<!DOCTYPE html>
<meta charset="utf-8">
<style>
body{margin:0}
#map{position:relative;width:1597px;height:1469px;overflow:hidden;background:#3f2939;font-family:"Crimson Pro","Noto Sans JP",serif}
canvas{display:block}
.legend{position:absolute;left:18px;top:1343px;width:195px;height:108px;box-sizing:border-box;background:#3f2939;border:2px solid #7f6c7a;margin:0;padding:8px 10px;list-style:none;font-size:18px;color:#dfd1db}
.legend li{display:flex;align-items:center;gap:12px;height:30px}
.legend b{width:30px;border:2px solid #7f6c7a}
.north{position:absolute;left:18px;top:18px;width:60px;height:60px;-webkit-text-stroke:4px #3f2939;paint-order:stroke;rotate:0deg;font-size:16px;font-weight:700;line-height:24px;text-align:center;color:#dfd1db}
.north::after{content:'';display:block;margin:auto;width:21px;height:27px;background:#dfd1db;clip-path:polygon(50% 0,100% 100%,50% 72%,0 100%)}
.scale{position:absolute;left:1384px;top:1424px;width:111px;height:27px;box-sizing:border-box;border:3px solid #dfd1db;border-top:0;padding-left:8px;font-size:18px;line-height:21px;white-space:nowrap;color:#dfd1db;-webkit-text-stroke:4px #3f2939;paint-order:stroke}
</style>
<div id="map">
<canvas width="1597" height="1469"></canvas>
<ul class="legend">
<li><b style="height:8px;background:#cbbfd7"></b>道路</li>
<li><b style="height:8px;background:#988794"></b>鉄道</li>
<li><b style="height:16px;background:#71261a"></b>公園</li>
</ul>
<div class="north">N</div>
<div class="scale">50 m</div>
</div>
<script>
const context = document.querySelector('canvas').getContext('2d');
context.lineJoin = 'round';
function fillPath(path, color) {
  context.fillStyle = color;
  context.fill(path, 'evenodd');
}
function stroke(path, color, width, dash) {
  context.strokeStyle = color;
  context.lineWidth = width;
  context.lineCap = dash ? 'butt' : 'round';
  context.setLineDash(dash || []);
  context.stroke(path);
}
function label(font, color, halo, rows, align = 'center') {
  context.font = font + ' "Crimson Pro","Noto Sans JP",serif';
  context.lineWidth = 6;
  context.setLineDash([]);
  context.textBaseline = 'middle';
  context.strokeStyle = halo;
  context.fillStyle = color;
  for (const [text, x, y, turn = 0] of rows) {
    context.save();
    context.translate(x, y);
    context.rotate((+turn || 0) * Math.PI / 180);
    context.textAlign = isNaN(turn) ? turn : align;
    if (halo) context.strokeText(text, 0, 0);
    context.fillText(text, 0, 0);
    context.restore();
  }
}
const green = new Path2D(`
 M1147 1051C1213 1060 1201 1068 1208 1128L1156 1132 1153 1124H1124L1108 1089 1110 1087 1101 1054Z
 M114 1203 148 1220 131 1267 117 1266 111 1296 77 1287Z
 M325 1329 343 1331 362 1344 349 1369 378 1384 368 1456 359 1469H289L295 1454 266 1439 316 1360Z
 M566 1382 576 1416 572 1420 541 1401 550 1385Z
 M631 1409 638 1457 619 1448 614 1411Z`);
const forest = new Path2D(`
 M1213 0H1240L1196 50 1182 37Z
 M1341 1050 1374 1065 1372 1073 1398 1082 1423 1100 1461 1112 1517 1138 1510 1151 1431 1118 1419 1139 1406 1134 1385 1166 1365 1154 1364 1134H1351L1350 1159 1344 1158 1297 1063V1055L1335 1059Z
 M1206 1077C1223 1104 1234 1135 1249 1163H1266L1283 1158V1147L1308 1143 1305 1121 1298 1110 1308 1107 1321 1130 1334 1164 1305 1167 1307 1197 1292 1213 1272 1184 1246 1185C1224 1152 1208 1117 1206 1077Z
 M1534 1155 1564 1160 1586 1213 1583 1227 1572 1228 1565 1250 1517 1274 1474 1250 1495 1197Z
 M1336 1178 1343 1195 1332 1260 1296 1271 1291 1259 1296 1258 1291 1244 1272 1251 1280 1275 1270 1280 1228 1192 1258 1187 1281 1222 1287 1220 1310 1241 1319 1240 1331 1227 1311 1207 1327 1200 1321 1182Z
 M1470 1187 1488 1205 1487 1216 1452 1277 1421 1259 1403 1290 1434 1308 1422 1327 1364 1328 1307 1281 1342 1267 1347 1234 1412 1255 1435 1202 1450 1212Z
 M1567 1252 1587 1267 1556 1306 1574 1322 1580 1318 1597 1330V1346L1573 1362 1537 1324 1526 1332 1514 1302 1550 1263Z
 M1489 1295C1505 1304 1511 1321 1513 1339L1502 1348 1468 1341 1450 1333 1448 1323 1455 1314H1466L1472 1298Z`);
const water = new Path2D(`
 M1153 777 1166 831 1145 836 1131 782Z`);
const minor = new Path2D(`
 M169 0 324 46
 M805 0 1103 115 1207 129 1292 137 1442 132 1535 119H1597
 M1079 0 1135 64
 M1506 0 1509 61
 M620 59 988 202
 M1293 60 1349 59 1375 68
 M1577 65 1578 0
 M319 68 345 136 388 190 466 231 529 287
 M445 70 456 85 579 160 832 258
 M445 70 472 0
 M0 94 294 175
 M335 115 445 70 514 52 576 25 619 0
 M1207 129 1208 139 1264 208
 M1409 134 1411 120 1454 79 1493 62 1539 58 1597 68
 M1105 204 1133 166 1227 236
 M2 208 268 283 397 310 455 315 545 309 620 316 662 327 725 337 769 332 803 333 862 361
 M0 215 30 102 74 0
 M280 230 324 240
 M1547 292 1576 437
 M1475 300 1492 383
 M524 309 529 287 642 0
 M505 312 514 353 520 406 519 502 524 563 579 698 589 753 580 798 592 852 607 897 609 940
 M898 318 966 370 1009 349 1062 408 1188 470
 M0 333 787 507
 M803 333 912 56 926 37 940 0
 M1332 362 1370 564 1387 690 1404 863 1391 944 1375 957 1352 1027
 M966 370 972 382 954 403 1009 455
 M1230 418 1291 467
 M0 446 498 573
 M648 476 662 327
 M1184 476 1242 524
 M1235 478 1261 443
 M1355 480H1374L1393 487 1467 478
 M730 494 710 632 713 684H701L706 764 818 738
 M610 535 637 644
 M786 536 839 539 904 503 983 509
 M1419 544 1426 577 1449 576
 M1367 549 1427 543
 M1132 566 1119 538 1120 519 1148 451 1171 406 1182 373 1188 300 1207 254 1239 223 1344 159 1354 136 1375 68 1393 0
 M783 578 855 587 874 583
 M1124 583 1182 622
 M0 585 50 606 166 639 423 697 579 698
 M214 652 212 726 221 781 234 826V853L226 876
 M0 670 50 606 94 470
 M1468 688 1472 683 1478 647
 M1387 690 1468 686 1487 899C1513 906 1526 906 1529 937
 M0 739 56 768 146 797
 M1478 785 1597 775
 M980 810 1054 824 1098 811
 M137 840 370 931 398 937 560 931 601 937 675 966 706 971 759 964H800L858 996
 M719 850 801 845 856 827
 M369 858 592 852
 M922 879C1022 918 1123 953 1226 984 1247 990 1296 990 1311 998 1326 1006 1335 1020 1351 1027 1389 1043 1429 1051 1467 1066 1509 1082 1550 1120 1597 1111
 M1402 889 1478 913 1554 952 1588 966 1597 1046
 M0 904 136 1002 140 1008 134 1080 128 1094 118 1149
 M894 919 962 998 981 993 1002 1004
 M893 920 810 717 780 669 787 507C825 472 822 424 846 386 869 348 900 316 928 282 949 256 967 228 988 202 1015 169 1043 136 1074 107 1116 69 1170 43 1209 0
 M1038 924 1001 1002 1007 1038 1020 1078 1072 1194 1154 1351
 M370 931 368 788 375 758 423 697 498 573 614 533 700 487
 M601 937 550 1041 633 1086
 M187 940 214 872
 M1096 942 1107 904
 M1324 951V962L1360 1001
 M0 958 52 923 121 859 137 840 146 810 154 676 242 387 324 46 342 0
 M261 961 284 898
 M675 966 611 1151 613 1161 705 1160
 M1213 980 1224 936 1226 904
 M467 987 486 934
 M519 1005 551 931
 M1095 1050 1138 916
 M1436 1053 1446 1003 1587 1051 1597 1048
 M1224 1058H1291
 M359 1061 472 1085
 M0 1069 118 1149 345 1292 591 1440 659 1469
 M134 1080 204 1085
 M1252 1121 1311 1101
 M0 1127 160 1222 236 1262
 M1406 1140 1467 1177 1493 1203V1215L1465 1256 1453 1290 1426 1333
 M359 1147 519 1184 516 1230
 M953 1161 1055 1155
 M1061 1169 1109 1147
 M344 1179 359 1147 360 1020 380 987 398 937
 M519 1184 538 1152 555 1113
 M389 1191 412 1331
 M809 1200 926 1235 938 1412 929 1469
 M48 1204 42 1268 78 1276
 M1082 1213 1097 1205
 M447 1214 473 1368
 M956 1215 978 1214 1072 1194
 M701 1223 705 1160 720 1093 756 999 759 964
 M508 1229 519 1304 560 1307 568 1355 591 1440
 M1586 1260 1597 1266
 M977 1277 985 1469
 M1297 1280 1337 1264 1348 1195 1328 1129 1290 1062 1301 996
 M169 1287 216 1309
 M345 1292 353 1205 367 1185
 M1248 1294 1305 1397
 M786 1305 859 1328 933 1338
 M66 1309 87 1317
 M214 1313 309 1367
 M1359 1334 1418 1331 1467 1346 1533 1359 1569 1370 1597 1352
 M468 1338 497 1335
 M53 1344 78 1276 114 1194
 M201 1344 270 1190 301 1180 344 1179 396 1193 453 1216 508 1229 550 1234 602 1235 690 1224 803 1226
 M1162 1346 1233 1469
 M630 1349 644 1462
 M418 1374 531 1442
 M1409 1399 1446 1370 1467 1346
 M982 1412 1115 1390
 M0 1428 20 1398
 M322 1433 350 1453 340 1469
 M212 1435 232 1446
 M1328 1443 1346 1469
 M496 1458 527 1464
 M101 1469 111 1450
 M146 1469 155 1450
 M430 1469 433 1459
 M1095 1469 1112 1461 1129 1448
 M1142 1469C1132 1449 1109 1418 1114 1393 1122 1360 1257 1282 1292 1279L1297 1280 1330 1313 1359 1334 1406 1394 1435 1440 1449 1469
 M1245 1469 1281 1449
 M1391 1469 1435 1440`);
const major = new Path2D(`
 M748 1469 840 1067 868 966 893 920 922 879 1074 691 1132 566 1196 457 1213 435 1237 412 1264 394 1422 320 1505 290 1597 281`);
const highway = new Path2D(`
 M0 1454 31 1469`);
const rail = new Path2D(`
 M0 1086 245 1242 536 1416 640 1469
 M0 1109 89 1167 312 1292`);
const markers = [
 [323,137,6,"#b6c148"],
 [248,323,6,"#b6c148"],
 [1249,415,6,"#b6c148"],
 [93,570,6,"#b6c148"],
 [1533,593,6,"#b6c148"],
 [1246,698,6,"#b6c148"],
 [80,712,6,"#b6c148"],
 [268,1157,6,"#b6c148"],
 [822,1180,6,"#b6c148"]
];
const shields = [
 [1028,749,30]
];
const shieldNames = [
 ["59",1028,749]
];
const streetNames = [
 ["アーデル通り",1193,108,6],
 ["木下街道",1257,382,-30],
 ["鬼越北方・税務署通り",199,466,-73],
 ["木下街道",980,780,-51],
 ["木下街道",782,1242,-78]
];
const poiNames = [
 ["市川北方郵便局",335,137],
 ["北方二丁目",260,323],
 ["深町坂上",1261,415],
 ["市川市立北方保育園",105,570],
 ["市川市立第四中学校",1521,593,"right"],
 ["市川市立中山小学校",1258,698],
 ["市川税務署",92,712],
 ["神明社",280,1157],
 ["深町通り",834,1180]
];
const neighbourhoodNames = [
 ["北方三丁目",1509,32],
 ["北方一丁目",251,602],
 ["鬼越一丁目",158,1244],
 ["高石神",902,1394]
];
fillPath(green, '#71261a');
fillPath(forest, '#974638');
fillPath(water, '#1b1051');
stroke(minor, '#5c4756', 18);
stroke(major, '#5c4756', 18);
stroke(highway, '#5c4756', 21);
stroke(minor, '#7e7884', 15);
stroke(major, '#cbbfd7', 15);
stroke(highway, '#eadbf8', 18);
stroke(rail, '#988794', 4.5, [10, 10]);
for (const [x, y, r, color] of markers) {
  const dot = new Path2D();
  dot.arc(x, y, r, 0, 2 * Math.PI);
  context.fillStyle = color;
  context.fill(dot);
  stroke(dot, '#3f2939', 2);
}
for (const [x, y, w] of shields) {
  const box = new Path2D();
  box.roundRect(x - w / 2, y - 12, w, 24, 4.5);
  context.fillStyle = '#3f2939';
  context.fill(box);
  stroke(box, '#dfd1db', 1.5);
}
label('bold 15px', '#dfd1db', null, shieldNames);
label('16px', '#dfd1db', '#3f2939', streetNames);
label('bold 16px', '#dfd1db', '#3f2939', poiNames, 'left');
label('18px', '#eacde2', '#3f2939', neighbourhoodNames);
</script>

## WHAT TO DO:
In the material above, transcribe exactly the lines beginning at the one with "M1096 942 1107 904" and ending at the one with "M1095 1469 1112 1461 1129 1448", both included.

## ANSWER BOX:
 M1096 942 1107 904
 M1324 951V962L1360 1001
 M0 958 52 923 121 859 137 840 146 810 154 676 242 387 324 46 342 0
 M261 961 284 898
 M675 966 611 1151 613 1161 705 1160
 M1213 980 1224 936 1226 904
 M467 987 486 934
 M519 1005 551 931
 M1095 1050 1138 916
 M1436 1053 1446 1003 1587 1051 1597 1048
 M1224 1058H1291
 M359 1061 472 1085
 M0 1069 118 1149 345 1292 591 1440 659 1469
 M134 1080 204 1085
 M1252 1121 1311 1101
 M0 1127 160 1222 236 1262
 M1406 1140 1467 1177 1493 1203V1215L1465 1256 1453 1290 1426 1333
 M359 1147 519 1184 516 1230
 M953 1161 1055 1155
 M1061 1169 1109 1147
 M344 1179 359 1147 360 1020 380 987 398 937
 M519 1184 538 1152 555 1113
 M389 1191 412 1331
 M809 1200 926 1235 938 1412 929 1469
 M48 1204 42 1268 78 1276
 M1082 1213 1097 1205
 M447 1214 473 1368
 M956 1215 978 1214 1072 1194
 M701 1223 705 1160 720 1093 756 999 759 964
 M508 1229 519 1304 560 1307 568 1355 591 1440
 M1586 1260 1597 1266
 M977 1277 985 1469
 M1297 1280 1337 1264 1348 1195 1328 1129 1290 1062 1301 996
 M169 1287 216 1309
 M345 1292 353 1205 367 1185
 M1248 1294 1305 1397
 M786 1305 859 1328 933 1338
 M66 1309 87 1317
 M214 1313 309 1367
 M1359 1334 1418 1331 1467 1346 1533 1359 1569 1370 1597 1352
 M468 1338 497 1335
 M53 1344 78 1276 114 1194
 M201 1344 270 1190 301 1180 344 1179 396 1193 453 1216 508 1229 550 1234 602 1235 690 1224 803 1226
 M1162 1346 1233 1469
 M630 1349 644 1462
 M418 1374 531 1442
 M1409 1399 1446 1370 1467 1346
 M982 1412 1115 1390
 M0 1428 20 1398
 M322 1433 350 1453 340 1469
 M212 1435 232 1446
 M1328 1443 1346 1469
 M496 1458 527 1464
 M101 1469 111 1450
 M146 1469 155 1450
 M430 1469 433 1459
 M1095 1469 1112 1461 1129 1448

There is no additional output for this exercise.